#### What you should do:
Write out nothing except the lines running from the one containing "for (const [x, y, w]" to the last line of the data, exactly as they stand.

Stored data entries:

________________________________________

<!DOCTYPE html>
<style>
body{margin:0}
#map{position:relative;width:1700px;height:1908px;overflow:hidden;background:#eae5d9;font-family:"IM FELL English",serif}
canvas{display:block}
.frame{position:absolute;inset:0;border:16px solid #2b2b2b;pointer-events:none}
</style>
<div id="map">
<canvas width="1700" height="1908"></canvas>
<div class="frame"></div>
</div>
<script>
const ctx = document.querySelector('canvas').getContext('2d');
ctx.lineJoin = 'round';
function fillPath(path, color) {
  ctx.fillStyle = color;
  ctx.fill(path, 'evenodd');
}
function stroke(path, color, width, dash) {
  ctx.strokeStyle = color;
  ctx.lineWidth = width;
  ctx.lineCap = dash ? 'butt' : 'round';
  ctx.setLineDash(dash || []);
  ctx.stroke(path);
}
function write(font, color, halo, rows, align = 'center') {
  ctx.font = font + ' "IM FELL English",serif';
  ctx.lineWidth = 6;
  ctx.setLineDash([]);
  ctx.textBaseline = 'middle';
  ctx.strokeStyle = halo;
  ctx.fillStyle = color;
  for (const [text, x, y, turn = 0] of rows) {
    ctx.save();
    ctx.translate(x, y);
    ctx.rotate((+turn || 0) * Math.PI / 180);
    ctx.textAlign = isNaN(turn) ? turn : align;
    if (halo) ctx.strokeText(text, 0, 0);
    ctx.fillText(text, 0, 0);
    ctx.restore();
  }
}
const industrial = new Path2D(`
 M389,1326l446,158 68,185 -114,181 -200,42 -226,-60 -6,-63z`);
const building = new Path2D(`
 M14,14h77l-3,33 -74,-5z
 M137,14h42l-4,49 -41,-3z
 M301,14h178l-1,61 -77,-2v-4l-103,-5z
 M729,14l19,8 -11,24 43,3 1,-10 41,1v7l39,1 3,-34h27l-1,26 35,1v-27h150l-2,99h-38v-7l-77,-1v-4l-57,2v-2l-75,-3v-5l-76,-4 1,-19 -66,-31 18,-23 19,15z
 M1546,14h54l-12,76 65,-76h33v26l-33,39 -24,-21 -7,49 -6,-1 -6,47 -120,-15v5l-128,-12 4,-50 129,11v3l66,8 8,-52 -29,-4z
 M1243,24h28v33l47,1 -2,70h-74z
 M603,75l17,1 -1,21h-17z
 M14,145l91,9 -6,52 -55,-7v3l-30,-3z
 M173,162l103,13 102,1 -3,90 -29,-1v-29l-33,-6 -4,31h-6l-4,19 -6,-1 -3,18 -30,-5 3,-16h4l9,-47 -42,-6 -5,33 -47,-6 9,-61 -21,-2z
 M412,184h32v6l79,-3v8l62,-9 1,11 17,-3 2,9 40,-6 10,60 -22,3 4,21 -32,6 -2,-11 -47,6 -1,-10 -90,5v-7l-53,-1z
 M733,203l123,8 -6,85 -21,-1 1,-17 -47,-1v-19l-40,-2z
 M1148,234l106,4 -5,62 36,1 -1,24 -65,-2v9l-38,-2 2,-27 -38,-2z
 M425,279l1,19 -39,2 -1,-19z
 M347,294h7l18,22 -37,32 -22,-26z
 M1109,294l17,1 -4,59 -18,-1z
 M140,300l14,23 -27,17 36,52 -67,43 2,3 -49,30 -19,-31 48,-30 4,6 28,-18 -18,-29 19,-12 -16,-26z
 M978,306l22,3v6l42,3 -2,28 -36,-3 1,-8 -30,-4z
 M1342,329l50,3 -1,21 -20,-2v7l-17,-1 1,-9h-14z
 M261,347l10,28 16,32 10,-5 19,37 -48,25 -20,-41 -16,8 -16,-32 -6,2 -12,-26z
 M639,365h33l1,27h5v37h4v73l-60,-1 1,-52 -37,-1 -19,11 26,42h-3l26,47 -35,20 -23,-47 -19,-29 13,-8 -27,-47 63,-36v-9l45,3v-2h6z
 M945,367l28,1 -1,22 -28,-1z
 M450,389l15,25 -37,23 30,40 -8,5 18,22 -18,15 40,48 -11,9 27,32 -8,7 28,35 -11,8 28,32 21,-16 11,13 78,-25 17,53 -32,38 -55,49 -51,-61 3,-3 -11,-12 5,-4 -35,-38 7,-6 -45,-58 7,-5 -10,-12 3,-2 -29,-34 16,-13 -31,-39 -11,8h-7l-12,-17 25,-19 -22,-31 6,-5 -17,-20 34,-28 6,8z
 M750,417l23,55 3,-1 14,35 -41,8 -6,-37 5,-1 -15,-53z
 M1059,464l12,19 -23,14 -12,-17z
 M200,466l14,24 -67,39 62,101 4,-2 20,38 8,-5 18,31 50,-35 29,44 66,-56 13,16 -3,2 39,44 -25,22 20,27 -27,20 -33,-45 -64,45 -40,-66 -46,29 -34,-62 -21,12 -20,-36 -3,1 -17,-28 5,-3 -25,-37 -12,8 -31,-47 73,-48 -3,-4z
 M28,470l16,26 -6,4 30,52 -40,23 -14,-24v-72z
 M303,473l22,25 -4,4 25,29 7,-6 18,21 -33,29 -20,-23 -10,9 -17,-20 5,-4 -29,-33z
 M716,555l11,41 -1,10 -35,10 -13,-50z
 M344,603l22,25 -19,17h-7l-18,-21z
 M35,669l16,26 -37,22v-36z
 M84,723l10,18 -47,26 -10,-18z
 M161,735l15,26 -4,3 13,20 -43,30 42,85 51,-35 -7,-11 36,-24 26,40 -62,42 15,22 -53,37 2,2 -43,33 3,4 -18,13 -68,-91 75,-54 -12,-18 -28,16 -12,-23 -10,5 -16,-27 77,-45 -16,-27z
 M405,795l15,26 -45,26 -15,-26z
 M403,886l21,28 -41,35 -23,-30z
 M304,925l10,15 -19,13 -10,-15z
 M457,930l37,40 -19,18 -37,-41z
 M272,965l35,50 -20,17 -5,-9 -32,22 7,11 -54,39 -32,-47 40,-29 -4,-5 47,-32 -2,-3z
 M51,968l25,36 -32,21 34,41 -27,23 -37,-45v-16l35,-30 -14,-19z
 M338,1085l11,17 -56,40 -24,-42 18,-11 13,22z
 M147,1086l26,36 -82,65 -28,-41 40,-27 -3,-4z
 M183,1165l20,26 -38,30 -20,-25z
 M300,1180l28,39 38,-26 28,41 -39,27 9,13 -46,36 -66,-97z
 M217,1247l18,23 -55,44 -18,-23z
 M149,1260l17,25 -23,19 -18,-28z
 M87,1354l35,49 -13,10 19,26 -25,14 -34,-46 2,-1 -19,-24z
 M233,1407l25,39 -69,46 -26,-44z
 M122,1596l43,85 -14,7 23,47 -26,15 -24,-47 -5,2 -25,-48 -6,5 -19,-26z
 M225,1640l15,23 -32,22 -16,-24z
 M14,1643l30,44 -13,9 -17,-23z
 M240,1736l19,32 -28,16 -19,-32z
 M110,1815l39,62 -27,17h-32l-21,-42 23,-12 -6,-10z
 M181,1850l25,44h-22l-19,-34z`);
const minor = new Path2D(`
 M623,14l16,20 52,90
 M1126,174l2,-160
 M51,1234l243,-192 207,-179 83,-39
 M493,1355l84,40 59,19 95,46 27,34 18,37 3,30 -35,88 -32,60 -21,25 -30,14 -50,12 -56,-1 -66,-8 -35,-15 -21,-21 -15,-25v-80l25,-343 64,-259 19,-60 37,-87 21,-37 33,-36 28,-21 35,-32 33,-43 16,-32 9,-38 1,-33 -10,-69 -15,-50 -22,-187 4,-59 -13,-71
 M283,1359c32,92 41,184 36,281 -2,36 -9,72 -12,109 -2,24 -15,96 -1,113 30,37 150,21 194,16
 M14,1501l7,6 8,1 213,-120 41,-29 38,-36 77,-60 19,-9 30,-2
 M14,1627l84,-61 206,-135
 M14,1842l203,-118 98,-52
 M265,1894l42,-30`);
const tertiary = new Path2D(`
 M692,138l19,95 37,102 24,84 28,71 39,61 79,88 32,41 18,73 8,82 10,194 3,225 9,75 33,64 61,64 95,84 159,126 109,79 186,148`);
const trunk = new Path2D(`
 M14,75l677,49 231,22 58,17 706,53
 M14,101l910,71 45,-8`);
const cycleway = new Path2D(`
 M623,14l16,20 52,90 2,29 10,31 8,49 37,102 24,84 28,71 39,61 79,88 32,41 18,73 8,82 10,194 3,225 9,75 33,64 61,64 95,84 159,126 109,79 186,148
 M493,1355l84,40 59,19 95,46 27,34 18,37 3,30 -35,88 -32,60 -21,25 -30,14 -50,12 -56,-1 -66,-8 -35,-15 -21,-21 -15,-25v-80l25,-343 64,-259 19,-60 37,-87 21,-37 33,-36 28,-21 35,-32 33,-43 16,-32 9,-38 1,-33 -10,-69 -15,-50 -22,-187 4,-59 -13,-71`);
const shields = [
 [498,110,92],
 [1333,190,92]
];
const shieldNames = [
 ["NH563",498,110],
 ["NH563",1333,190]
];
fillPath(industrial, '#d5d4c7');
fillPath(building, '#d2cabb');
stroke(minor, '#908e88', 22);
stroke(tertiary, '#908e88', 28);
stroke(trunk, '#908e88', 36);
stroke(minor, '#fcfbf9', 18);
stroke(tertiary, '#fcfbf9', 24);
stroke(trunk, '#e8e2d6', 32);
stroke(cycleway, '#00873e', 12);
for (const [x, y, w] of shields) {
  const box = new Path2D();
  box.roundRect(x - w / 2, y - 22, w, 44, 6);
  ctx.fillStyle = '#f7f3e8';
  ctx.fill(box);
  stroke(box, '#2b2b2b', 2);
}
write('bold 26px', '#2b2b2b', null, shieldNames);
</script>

________________________________________

#### Result of the exercise:
for (const [x, y, w] of shields) {
  const box = new Path2D();
  box.roundRect(x - w / 2, y - 22, w, 44, 6);
  ctx.fillStyle = '#f7f3e8';
  ctx.fill(box);
  stroke(box, '#2b2b2b', 2);
}
write('bold 26px', '#2b2b2b', null, shieldNames);
</script>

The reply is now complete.